Special lights also were installed so students can grow plants in the building. A basement
space has been renovated into a training room and office space.
The construction is being paid for with a combination of federal and state money.
The idea was to make the 14,564 square foot space ''soft and inviting and not in a
basement,'' said Julie A. Tetreault, program director of Lawrence Community Partnerships
For Children.
Some of the classrooms will open in September, with the rest coming on line in October.
Ms. Tetreault said the building will help make a dent in the number of children of
working parents waiting to get into child-care programs.
About 200 infants and 180 preschoolers are waiting for placements in the Lawrence area,
she said.
''There is such a need for early childhood education in this community,'' Ms. Tetreault
said.
The center will house about 120 children, with a second phase accommodating another 75.
Hours of operation will match working hours, with the center opening at 7:30 a.m. and
closing at 5:30 p.m.
The center will create about 30 new jobs, Mr. LoPiano said.
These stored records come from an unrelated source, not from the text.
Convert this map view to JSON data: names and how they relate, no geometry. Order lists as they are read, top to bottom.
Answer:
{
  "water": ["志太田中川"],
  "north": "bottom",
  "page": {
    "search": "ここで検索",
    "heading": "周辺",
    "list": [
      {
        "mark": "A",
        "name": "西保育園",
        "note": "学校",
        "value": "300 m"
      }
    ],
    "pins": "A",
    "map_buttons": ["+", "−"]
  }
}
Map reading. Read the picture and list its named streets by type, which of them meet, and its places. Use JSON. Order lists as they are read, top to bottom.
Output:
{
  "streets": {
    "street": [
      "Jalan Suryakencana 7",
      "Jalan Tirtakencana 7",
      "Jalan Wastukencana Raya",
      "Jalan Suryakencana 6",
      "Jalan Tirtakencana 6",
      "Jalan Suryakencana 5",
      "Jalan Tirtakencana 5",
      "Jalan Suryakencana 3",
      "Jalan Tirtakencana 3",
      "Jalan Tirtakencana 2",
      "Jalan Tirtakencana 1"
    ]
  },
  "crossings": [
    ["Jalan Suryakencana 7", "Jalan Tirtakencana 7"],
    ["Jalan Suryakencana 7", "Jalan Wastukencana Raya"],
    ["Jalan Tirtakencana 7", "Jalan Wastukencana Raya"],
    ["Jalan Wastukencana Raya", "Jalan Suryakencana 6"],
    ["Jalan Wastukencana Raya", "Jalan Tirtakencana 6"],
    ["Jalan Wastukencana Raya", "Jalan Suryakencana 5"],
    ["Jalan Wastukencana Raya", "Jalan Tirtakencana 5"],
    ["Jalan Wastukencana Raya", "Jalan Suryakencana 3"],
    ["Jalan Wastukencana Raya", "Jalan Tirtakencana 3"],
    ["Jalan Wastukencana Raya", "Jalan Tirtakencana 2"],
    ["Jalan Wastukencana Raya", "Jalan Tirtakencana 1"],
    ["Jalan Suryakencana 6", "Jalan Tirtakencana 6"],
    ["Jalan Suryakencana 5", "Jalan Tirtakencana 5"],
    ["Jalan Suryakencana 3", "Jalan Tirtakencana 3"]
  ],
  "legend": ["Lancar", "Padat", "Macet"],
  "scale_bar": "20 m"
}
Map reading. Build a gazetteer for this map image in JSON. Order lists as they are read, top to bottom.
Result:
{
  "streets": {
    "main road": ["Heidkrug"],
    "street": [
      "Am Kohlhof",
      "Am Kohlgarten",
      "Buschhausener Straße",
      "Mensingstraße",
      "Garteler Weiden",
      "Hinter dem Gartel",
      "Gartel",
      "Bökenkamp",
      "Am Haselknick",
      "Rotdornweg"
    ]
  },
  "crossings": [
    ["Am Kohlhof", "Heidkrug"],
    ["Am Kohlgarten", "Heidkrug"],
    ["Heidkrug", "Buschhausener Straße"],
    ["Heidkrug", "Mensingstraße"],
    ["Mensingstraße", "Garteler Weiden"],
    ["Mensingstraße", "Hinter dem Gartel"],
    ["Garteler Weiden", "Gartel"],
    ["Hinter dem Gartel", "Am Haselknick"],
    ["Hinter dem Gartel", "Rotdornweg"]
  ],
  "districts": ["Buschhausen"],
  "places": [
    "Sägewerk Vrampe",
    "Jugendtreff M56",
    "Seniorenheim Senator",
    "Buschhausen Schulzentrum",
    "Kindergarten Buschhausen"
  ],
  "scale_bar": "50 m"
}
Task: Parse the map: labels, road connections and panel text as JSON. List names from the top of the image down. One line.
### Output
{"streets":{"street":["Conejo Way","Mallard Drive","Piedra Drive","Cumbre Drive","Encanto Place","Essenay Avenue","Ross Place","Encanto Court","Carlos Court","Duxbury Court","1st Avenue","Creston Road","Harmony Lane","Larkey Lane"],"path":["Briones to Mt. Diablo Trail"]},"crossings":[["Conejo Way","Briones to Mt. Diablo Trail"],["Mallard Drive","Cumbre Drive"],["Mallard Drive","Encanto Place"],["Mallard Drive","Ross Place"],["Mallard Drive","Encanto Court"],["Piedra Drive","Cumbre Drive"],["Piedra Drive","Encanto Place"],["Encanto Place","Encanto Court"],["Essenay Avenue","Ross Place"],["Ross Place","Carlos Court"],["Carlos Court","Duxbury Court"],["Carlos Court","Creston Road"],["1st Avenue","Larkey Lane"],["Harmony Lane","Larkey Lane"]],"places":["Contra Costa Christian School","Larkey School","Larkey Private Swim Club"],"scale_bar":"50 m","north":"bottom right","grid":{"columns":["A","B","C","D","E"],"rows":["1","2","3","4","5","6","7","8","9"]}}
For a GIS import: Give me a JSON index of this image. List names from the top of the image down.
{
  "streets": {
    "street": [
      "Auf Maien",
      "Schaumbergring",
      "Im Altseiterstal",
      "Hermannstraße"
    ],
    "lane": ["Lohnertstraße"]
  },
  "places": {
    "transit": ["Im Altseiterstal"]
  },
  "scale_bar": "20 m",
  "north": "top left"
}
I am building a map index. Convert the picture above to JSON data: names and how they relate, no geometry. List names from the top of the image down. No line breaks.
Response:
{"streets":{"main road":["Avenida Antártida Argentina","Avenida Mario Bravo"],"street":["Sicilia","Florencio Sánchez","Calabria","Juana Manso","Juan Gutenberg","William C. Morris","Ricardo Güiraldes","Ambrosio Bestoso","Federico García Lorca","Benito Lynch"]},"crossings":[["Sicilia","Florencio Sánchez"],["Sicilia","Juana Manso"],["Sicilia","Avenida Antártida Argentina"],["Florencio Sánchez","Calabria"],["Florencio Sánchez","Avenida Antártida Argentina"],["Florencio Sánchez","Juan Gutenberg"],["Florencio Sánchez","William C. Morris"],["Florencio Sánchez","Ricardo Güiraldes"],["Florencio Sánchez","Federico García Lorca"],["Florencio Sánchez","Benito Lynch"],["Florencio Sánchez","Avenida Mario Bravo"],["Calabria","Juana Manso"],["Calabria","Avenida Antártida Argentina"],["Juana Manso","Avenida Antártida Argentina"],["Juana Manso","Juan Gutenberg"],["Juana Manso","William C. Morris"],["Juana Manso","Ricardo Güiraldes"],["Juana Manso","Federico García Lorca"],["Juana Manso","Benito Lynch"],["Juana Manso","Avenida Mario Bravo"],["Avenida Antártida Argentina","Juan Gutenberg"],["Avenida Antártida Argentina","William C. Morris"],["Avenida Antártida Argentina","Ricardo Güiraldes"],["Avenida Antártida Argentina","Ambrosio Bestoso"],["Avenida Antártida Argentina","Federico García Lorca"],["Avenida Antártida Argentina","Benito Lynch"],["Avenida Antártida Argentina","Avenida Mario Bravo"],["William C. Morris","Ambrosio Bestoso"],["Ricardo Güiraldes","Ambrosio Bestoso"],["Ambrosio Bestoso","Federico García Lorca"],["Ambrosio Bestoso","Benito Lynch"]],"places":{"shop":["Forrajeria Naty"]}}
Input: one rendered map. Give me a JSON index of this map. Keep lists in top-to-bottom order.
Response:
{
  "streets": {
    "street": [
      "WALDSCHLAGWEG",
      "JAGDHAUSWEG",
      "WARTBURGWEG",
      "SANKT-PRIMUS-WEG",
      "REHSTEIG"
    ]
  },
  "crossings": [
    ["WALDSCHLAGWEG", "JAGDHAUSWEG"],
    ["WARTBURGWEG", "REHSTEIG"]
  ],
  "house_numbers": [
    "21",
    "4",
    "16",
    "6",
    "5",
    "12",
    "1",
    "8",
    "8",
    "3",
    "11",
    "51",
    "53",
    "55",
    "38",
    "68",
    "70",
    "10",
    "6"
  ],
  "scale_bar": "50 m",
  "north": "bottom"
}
Children also will be able to get health care at a on-site office run by Greater
Lawrence Family Health Center. Classes in parenting and other skills also will be offered.
The center is the start of what will be a $1 million renovation of the Sutherland,
Stearns and Shawmut buildings. All the buildings are owned by the Lower Merrimack Valley
Regional Employment Board.
In six months, a playground will be built. During phase two of the project the Shawmut
Building will undergo renovations, including the addition of four Head Start classrooms by
September 2000. This phase of the project will cost about $300,000.